[Task data — start]

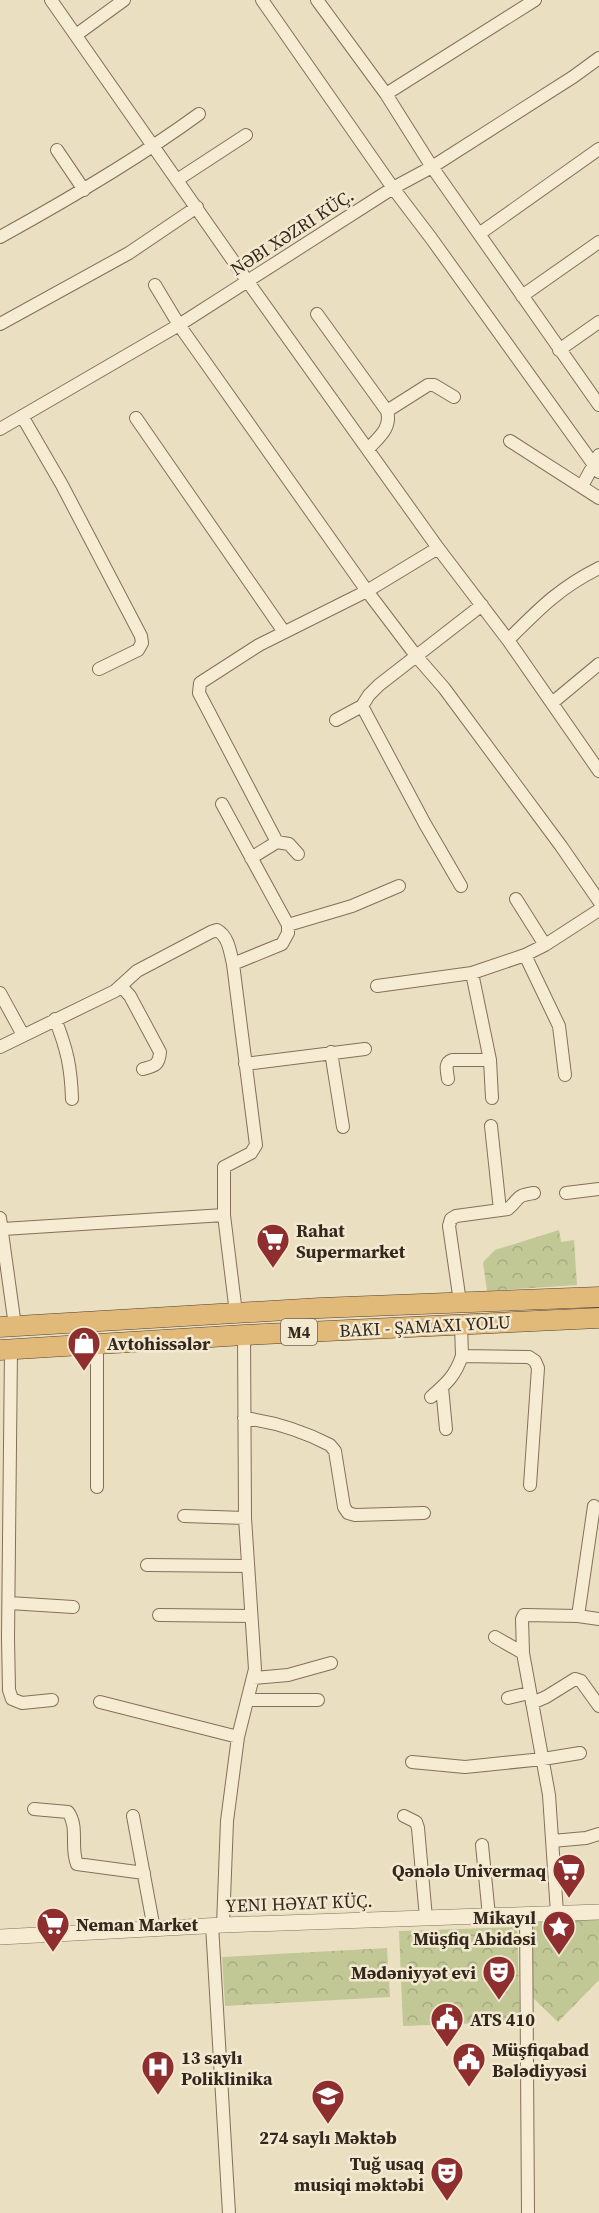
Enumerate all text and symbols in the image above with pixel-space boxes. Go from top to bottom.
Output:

[Task data — finish]
[Task data — start]

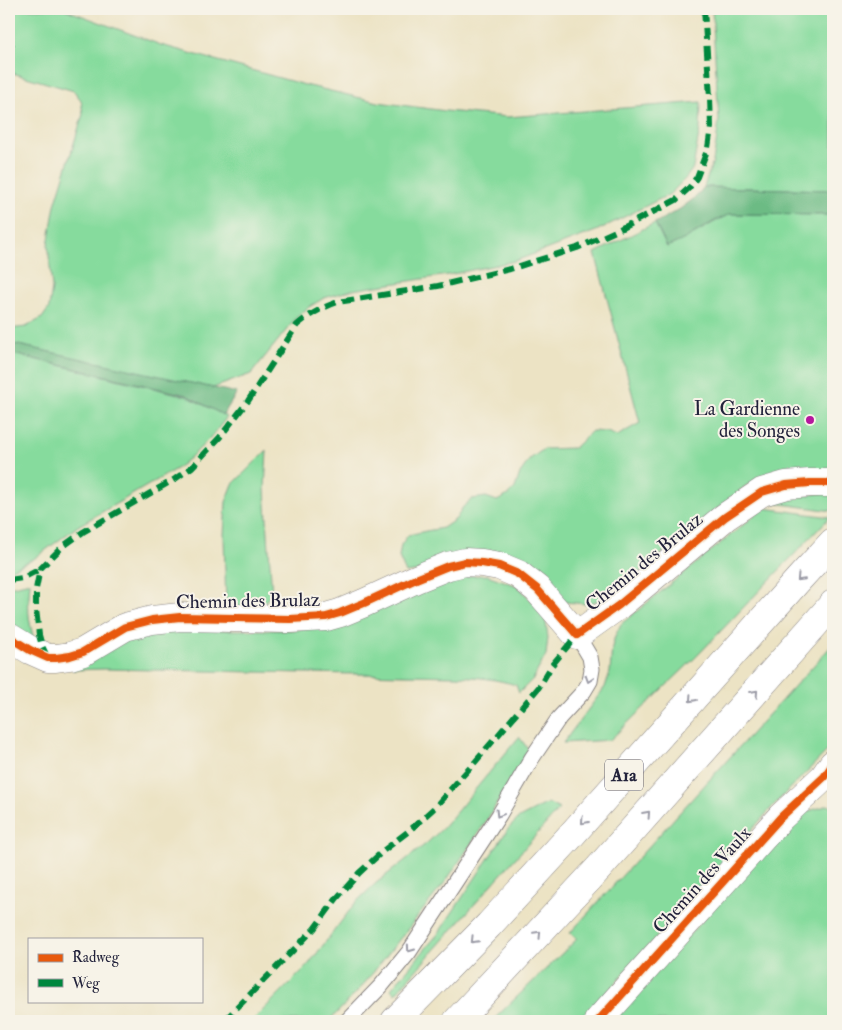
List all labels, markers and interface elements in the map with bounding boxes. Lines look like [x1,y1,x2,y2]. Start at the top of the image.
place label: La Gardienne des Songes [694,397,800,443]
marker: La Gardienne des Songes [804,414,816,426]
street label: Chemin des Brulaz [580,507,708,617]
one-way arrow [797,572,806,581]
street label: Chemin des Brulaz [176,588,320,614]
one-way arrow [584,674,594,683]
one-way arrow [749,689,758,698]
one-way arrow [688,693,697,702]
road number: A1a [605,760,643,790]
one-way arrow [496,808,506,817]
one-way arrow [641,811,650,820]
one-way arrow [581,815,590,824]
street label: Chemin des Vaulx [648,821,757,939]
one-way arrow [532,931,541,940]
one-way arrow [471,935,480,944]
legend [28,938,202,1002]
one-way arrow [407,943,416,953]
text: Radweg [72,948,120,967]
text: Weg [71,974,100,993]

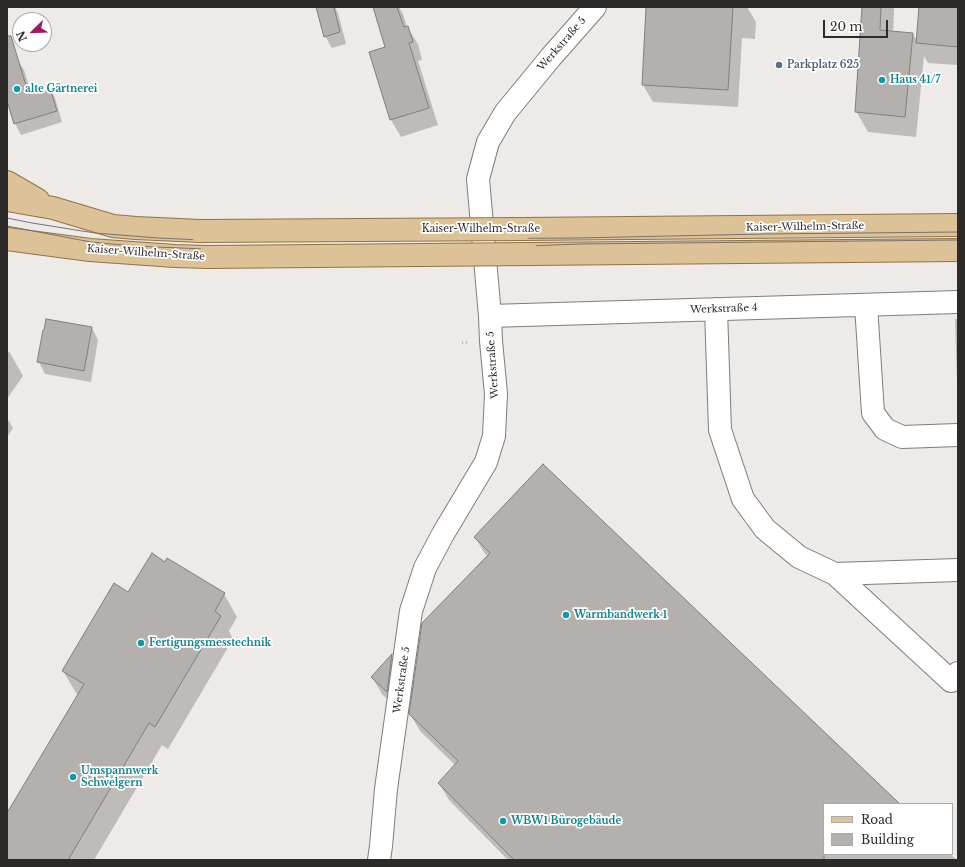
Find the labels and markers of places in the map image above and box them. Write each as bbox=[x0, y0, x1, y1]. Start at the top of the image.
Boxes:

[Task data — finish]
[Task data — start]

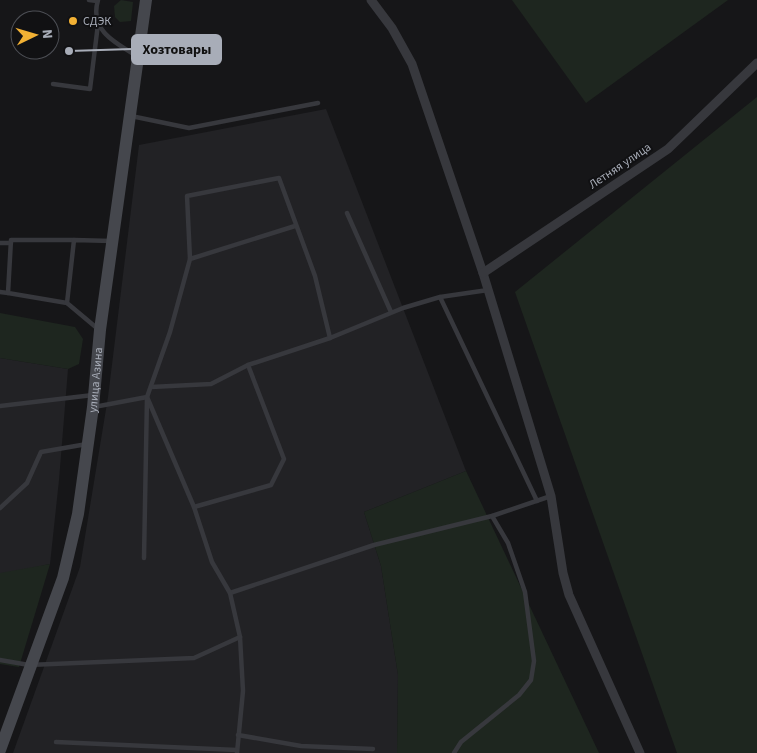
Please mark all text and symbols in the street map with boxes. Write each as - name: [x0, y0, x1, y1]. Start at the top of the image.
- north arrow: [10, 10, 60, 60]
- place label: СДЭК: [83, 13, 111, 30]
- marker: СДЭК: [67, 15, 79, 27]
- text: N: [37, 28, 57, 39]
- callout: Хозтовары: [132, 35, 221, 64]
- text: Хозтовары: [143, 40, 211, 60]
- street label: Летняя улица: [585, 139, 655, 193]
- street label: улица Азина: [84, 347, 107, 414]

[Task data — finish]

Goal of the exercise: What is the number of lines in the records that hold the word "above"? Answer with that number only.

Response: 2